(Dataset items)
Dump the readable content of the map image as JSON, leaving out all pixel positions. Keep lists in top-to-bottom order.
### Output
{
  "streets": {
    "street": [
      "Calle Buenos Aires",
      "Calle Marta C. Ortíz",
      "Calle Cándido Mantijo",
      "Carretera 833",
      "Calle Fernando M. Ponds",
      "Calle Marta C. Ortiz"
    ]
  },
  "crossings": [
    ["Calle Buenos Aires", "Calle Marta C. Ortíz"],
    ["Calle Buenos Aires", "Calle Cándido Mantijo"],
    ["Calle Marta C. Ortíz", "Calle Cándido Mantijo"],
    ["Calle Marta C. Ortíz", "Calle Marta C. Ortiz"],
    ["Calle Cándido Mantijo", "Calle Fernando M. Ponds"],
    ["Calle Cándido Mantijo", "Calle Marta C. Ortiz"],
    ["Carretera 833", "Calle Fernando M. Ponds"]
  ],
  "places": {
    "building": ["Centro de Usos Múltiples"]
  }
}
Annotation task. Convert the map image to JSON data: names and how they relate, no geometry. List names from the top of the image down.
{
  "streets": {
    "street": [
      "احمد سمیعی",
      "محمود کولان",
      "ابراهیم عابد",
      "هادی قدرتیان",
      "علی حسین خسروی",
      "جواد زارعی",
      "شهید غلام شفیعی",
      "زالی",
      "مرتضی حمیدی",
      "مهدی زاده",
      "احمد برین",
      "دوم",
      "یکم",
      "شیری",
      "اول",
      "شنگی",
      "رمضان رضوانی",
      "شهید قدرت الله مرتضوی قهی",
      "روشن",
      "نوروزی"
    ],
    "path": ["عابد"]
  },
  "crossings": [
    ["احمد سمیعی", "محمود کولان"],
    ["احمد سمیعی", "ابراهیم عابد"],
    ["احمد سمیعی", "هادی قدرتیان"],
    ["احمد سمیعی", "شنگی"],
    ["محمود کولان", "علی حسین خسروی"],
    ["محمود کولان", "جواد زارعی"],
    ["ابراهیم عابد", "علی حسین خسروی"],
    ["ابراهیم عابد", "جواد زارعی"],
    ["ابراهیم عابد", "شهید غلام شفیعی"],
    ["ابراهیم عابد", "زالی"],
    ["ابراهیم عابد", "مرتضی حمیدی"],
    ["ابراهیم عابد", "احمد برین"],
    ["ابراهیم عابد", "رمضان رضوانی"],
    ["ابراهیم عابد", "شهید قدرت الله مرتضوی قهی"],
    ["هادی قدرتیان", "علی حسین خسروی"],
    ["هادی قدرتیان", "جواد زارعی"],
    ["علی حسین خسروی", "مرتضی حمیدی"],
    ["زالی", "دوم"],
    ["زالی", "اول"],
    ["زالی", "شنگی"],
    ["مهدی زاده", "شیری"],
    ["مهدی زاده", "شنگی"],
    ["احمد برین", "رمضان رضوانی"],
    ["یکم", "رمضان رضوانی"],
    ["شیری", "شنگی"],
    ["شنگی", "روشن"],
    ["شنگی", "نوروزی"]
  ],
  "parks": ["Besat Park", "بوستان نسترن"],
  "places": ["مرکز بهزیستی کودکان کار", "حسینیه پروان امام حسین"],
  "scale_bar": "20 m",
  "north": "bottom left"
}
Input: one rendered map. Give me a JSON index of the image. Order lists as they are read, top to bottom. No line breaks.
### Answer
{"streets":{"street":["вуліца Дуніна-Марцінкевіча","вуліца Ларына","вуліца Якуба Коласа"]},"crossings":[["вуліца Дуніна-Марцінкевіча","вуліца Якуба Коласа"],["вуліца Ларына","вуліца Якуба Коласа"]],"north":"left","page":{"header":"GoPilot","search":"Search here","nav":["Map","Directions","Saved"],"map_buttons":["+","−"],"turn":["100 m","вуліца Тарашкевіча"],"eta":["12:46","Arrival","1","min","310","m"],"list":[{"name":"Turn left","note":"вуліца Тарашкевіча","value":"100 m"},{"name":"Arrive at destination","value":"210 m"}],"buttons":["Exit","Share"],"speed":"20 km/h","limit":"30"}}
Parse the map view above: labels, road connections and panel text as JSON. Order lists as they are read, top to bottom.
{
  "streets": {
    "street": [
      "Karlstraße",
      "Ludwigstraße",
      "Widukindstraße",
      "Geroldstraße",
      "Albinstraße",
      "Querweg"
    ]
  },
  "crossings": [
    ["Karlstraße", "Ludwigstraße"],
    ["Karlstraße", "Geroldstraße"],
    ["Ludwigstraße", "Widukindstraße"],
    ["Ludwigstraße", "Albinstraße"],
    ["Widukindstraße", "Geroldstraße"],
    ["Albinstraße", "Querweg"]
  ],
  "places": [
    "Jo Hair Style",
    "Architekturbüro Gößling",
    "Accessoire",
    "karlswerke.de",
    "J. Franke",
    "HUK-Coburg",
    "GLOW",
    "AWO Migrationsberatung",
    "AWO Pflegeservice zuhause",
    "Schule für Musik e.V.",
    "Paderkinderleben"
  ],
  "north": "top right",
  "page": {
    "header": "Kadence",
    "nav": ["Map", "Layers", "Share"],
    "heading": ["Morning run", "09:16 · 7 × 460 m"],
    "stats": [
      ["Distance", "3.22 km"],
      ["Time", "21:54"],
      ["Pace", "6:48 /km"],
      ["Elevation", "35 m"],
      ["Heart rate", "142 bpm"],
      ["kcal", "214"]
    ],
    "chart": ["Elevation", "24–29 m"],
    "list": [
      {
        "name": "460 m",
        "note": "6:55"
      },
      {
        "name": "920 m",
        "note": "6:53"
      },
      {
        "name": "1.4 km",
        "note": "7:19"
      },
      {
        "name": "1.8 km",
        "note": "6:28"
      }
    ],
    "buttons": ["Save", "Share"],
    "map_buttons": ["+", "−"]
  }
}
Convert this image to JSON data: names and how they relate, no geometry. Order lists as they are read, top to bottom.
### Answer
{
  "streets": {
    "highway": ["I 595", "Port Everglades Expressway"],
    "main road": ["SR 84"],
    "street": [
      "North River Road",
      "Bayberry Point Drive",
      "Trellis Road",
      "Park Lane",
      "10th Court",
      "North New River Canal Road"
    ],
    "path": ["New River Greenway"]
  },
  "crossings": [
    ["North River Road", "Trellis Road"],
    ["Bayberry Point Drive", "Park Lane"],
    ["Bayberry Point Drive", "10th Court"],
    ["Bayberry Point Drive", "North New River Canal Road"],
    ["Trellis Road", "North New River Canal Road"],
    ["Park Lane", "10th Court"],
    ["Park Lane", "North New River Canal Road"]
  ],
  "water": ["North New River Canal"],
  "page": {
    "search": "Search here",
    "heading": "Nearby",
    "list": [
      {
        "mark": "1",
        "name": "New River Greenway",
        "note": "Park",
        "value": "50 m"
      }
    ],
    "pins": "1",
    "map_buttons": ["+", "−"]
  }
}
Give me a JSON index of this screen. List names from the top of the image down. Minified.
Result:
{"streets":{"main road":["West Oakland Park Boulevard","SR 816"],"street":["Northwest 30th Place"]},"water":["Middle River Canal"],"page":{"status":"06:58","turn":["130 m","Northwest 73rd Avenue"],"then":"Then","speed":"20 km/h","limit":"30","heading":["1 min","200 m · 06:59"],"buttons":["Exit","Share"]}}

- [Assignment]: Gather up, from the records above, each line where the word "Calle" appears.

- [Written response]:
      "Calle Buenos Aires",
      "Calle Marta C. Ortíz",
      "Calle Cándido Mantijo",
      "Calle Fernando M. Ponds",
      "Calle Marta C. Ortiz"
    ["Calle Buenos Aires", "Calle Marta C. Ortíz"],
    ["Calle Buenos Aires", "Calle Cándido Mantijo"],
    ["Calle Marta C. Ortíz", "Calle Cándido Mantijo"],
    ["Calle Marta C. Ortíz", "Calle Marta C. Ortiz"],
    ["Calle Cándido Mantijo", "Calle Fernando M. Ponds"],
    ["Calle Cándido Mantijo", "Calle Marta C. Ortiz"],
    ["Carretera 833", "Calle Fernando M. Ponds"]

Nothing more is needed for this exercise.